■ **Your assignment**
Nothing but an exact repeat of the entries below should appear in your answer.

■ **Stored items**
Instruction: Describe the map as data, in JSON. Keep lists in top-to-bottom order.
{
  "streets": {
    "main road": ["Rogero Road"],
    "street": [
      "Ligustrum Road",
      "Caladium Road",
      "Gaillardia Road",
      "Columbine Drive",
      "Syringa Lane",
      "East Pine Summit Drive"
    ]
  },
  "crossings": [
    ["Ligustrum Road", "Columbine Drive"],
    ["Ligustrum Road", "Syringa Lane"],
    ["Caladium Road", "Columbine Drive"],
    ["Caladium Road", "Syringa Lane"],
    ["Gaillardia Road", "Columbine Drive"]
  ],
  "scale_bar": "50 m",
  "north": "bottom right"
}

■ **Solution below**
Instruction: Describe the map as data, in JSON. Keep lists in top-to-bottom order.
{
  "streets": {
    "main road": ["Rogero Road"],
    "street": [
      "Ligustrum Road",
      "Caladium Road",
      "Gaillardia Road",
      "Columbine Drive",
      "Syringa Lane",
      "East Pine Summit Drive"
    ]
  },
  "crossings": [
    ["Ligustrum Road", "Columbine Drive"],
    ["Ligustrum Road", "Syringa Lane"],
    ["Caladium Road", "Columbine Drive"],
    ["Caladium Road", "Syringa Lane"],
    ["Gaillardia Road", "Columbine Drive"]
  ],
  "scale_bar": "50 m",
  "north": "bottom right"
}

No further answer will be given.